* _Exercise prompt_: All entries need to be written out verbatim, with pictures omitted.

* _Listed entries_:
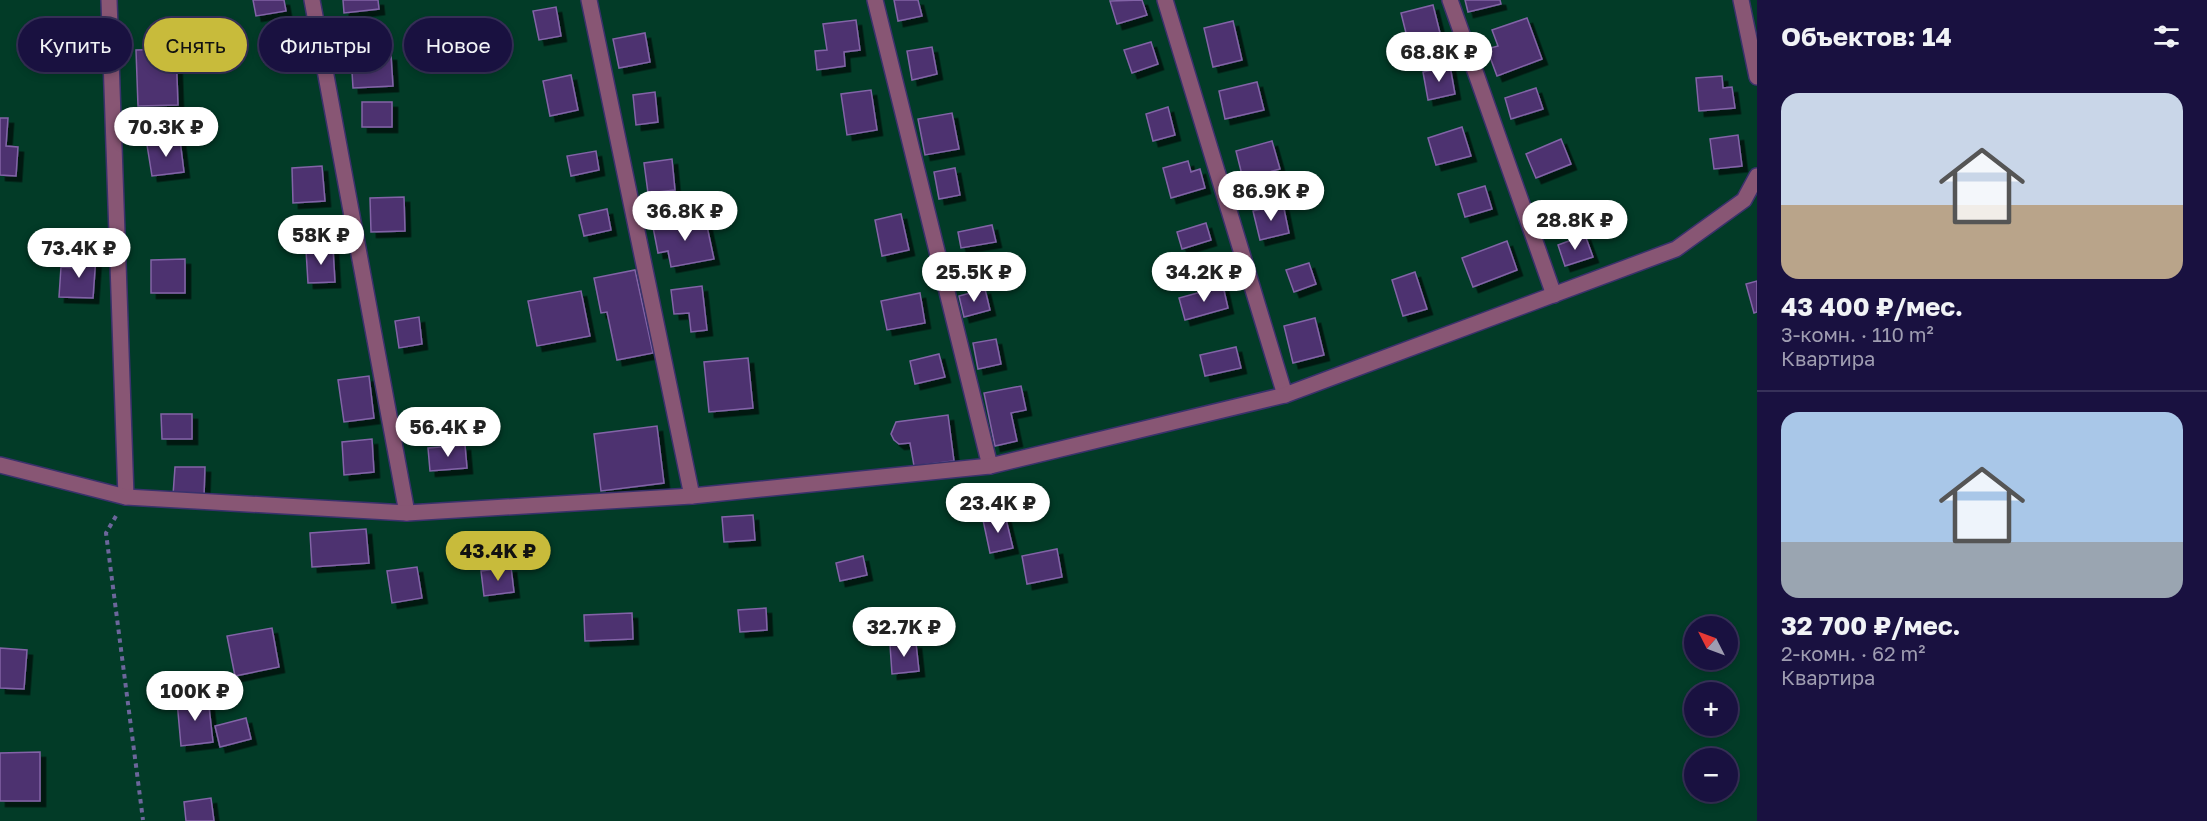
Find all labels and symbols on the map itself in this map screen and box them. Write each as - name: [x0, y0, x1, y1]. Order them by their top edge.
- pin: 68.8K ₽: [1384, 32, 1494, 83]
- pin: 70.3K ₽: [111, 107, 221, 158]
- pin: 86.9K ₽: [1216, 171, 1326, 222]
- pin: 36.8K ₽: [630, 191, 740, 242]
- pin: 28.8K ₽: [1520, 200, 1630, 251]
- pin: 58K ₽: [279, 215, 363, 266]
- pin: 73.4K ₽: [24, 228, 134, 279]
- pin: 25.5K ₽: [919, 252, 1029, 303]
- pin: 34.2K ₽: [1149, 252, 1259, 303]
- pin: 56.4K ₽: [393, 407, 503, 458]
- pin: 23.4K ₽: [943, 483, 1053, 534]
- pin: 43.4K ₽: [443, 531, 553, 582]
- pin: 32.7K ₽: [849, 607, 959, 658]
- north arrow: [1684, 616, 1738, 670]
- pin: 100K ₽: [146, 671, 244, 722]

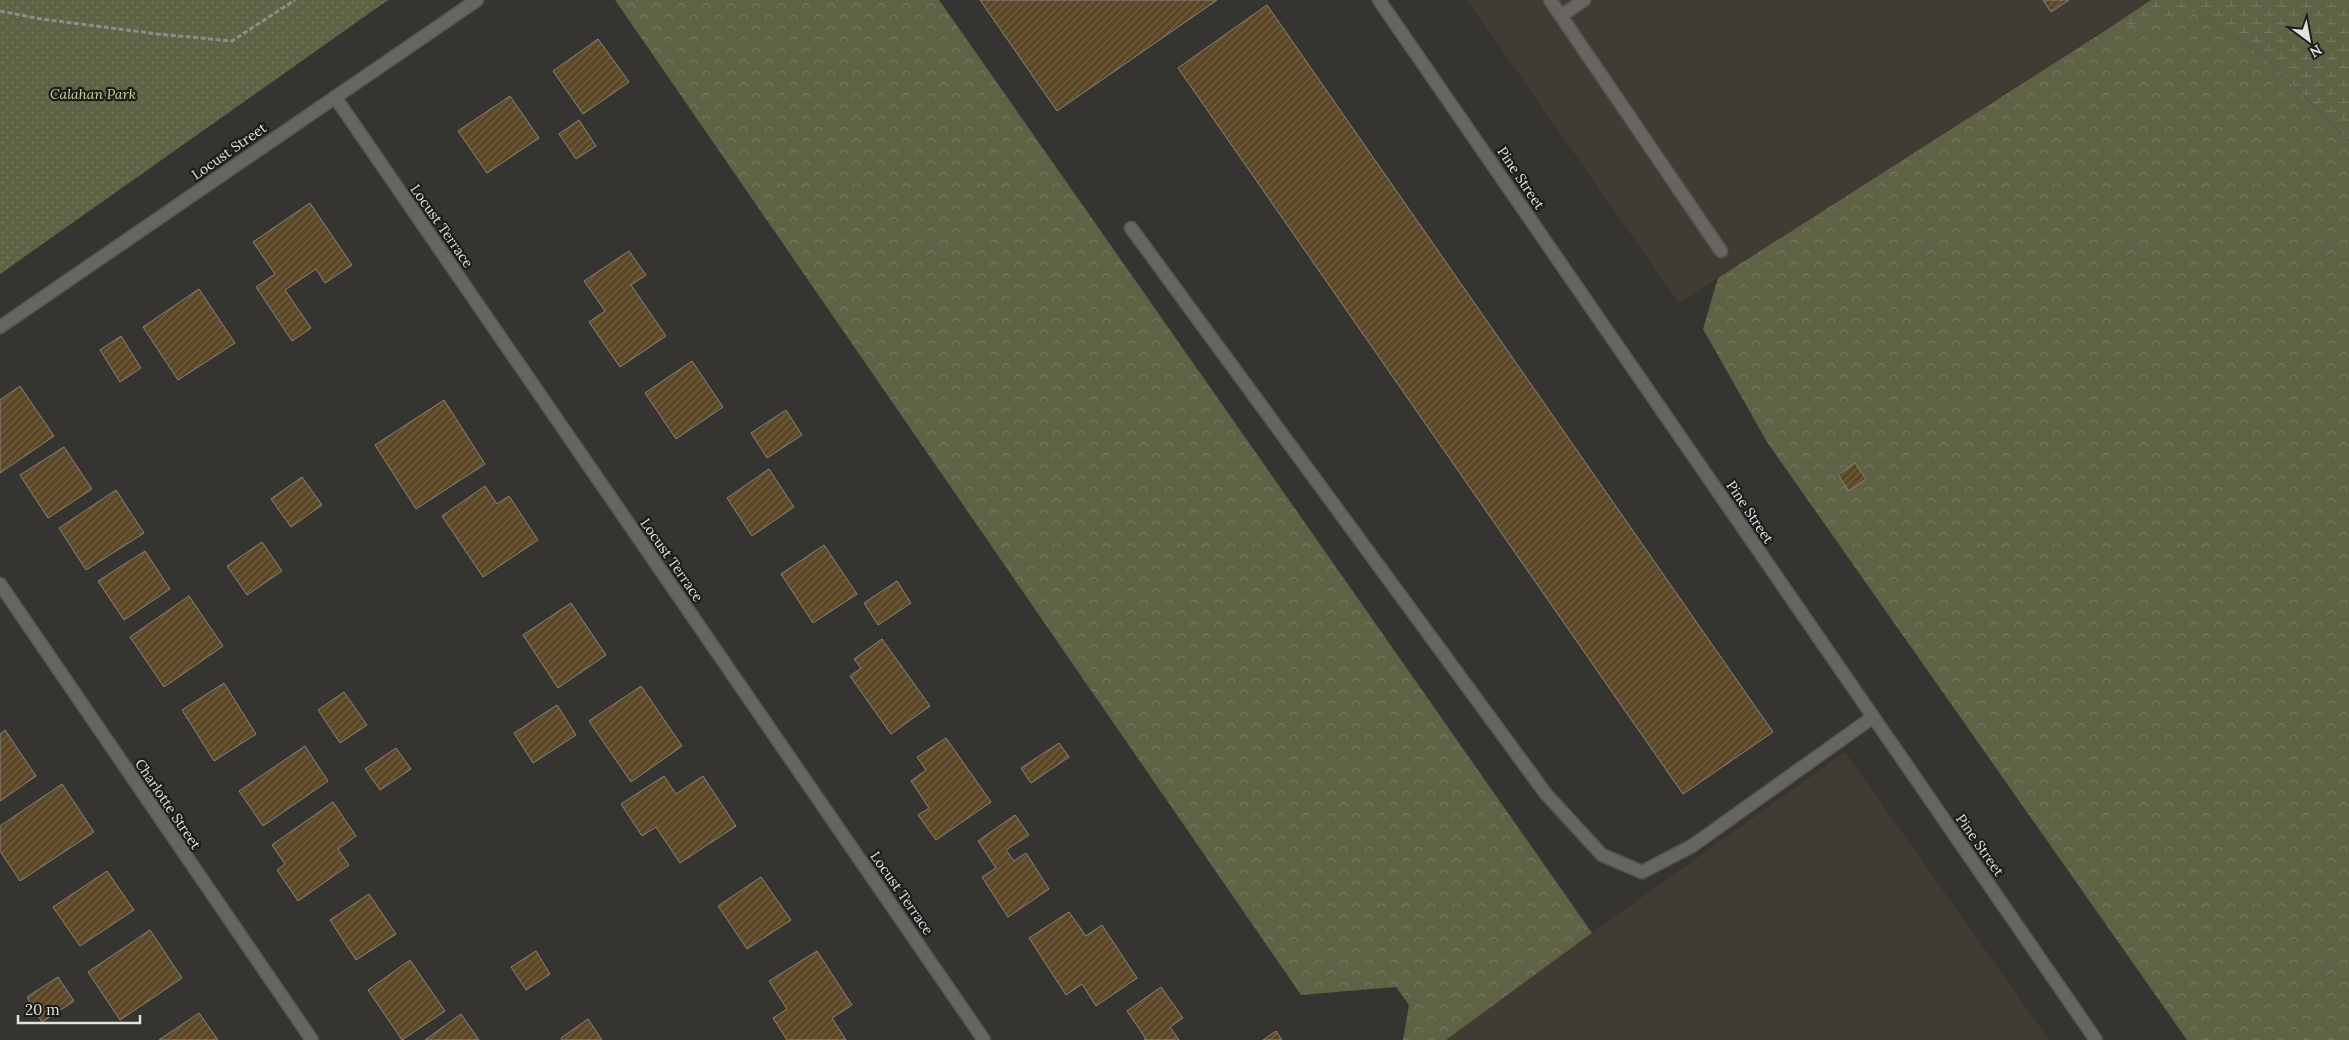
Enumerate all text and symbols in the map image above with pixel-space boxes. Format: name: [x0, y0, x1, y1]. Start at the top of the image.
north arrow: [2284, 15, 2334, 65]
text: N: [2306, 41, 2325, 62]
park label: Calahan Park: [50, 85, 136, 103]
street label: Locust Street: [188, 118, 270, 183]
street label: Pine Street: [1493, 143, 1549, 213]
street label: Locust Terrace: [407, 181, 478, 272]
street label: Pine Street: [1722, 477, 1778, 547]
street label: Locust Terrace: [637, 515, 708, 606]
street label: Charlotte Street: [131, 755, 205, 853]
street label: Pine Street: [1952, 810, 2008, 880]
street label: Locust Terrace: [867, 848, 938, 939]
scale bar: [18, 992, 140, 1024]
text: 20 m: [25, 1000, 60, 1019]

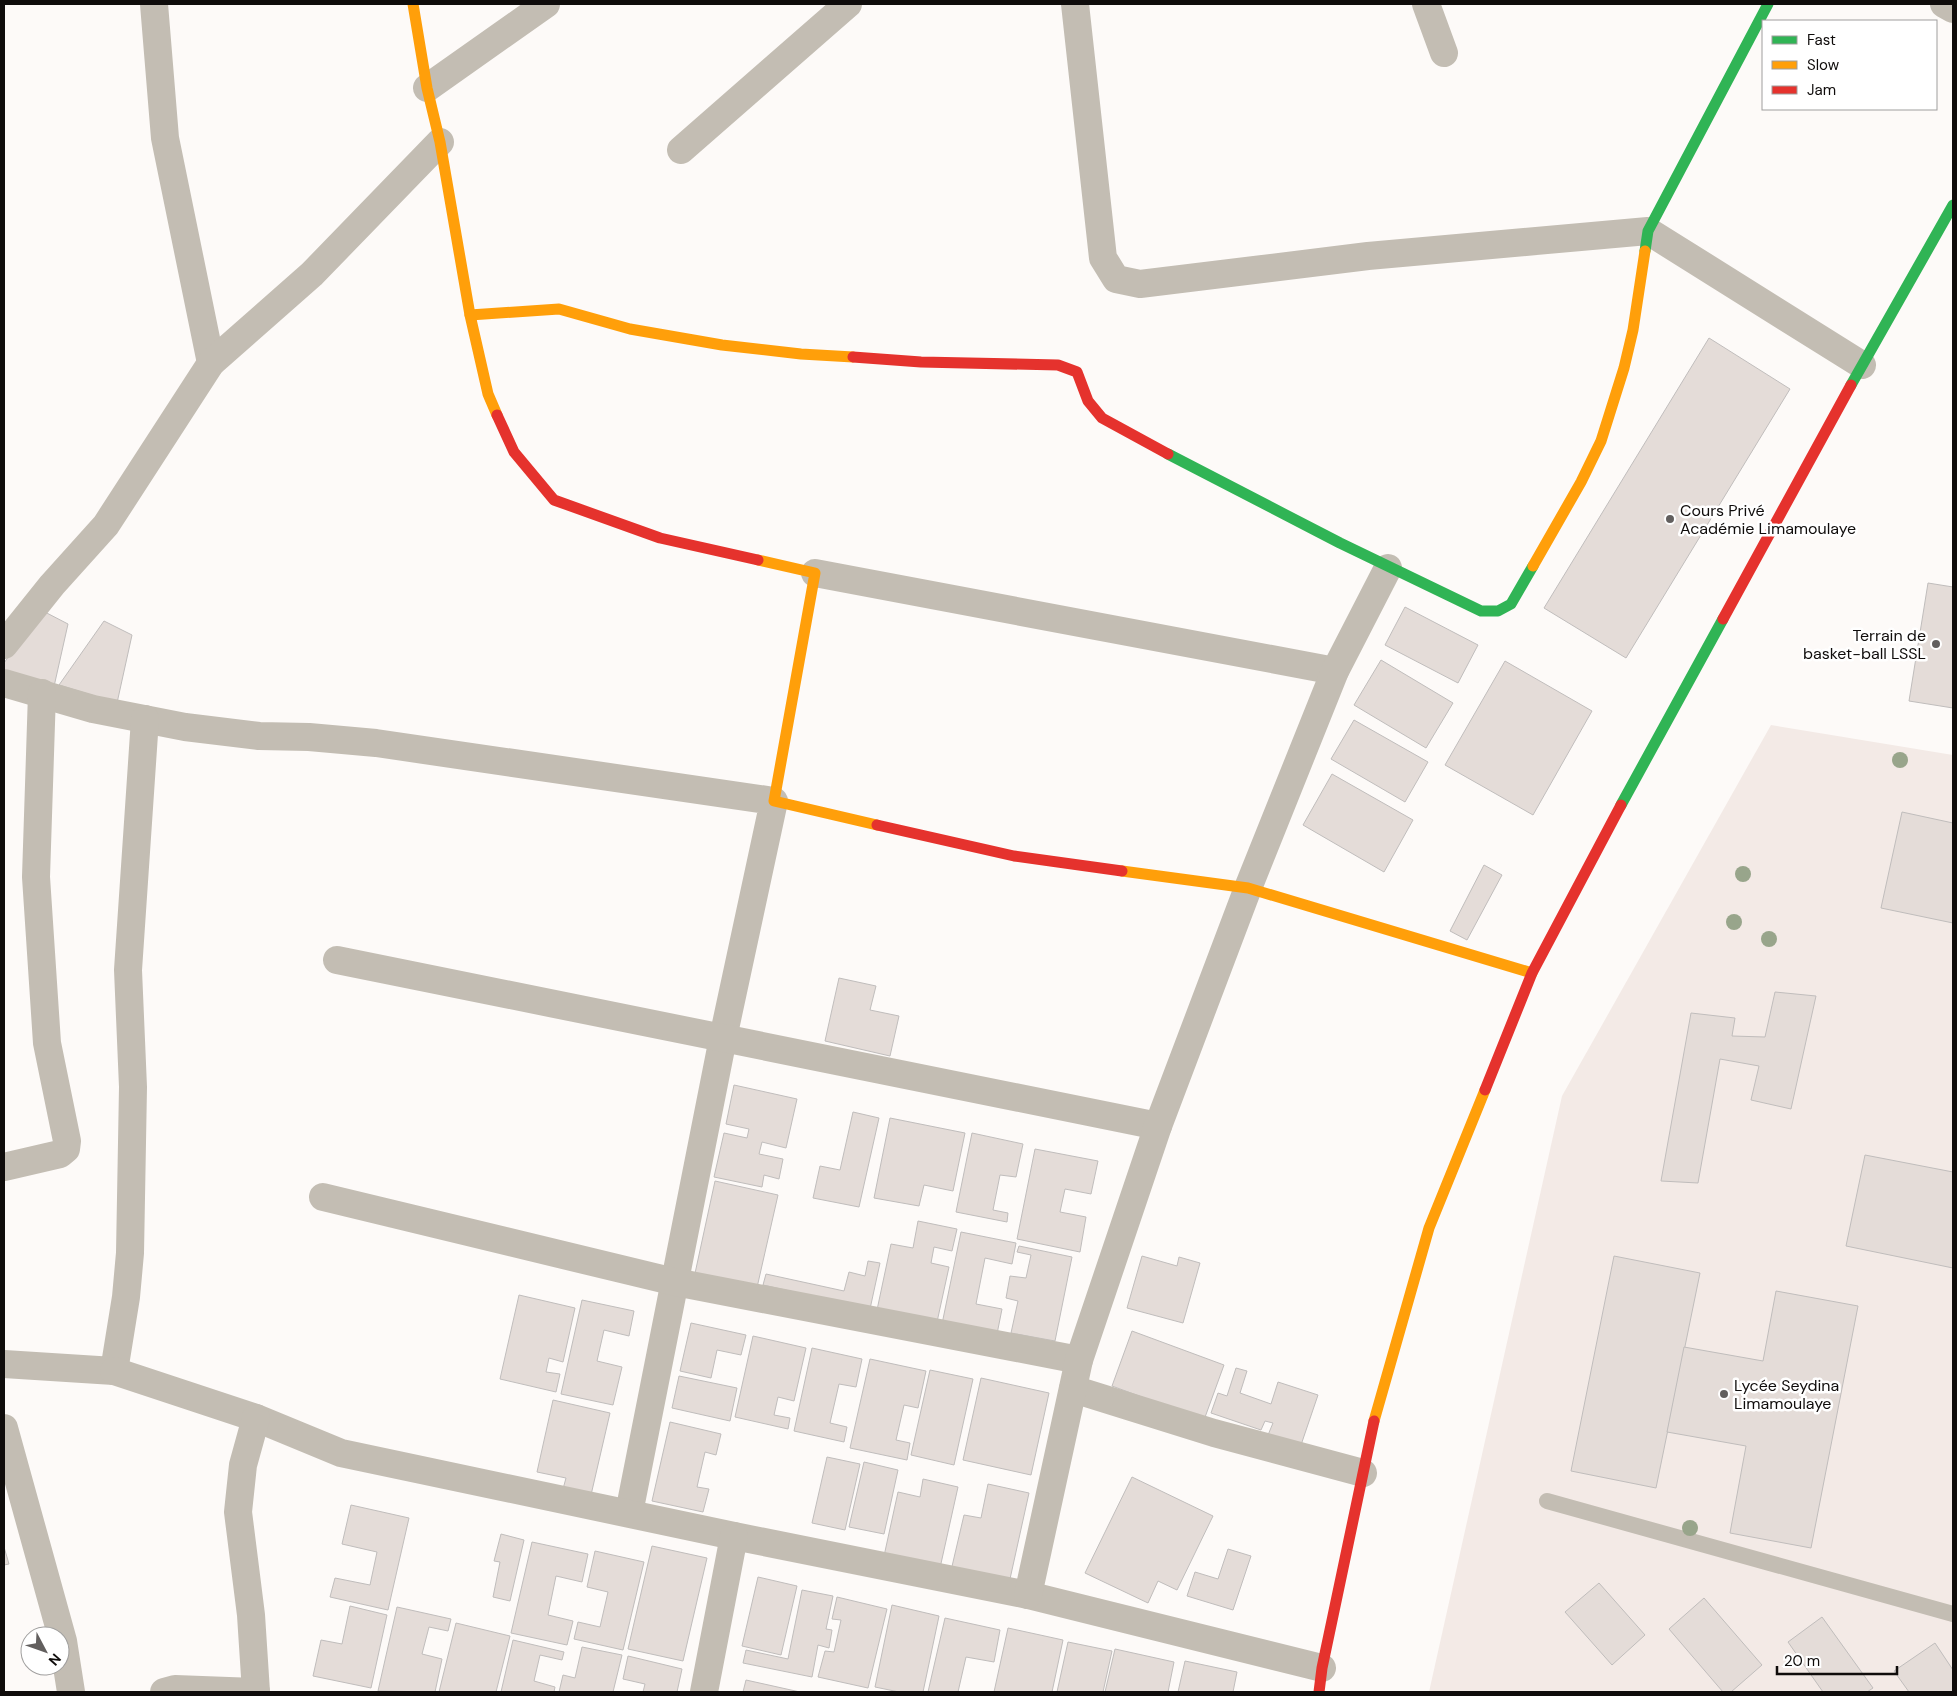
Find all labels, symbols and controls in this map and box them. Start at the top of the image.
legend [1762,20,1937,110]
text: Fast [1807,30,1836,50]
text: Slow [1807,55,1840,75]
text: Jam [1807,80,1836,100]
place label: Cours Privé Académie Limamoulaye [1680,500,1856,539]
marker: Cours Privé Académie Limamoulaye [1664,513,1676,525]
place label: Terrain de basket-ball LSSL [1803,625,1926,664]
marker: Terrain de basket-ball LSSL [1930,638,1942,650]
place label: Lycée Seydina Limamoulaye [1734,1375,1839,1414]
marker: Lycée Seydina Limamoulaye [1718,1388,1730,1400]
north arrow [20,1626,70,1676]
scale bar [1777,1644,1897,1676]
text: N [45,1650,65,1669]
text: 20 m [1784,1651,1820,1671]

* _Answer space_:
Find all labels and symbols on the map itself in this map screen and box them. Write each as - name: [x0, y0, x1, y1]. Order them by their top edge.
- pin: 68.8K ₽: [1384, 32, 1494, 83]
- pin: 70.3K ₽: [111, 107, 221, 158]
- pin: 86.9K ₽: [1216, 171, 1326, 222]
- pin: 36.8K ₽: [630, 191, 740, 242]
- pin: 28.8K ₽: [1520, 200, 1630, 251]
- pin: 58K ₽: [279, 215, 363, 266]
- pin: 73.4K ₽: [24, 228, 134, 279]
- pin: 25.5K ₽: [919, 252, 1029, 303]
- pin: 34.2K ₽: [1149, 252, 1259, 303]
- pin: 56.4K ₽: [393, 407, 503, 458]
- pin: 23.4K ₽: [943, 483, 1053, 534]
- pin: 43.4K ₽: [443, 531, 553, 582]
- pin: 32.7K ₽: [849, 607, 959, 658]
- north arrow: [1684, 616, 1738, 670]
- pin: 100K ₽: [146, 671, 244, 722]

Enumerate all text and symbols in the map image above with pixel-space boxes. Format: name: [x0, y0, x1, y1]. Start at the top of the image.
north arrow: [2284, 15, 2334, 65]
text: N: [2306, 41, 2325, 62]
park label: Calahan Park: [50, 85, 136, 103]
street label: Locust Street: [188, 118, 270, 183]
street label: Pine Street: [1493, 143, 1549, 213]
street label: Locust Terrace: [407, 181, 478, 272]
street label: Pine Street: [1722, 477, 1778, 547]
street label: Locust Terrace: [637, 515, 708, 606]
street label: Charlotte Street: [131, 755, 205, 853]
street label: Pine Street: [1952, 810, 2008, 880]
street label: Locust Terrace: [867, 848, 938, 939]
scale bar: [18, 992, 140, 1024]
text: 20 m: [25, 1000, 60, 1019]

Find all labels, symbols and controls in this map and box them. Start at the top of the image.
legend [1762,20,1937,110]
text: Fast [1807,30,1836,50]
text: Slow [1807,55,1840,75]
text: Jam [1807,80,1836,100]
place label: Cours Privé Académie Limamoulaye [1680,500,1856,539]
marker: Cours Privé Académie Limamoulaye [1664,513,1676,525]
place label: Terrain de basket-ball LSSL [1803,625,1926,664]
marker: Terrain de basket-ball LSSL [1930,638,1942,650]
place label: Lycée Seydina Limamoulaye [1734,1375,1839,1414]
marker: Lycée Seydina Limamoulaye [1718,1388,1730,1400]
north arrow [20,1626,70,1676]
scale bar [1777,1644,1897,1676]
text: N [45,1650,65,1669]
text: 20 m [1784,1651,1820,1671]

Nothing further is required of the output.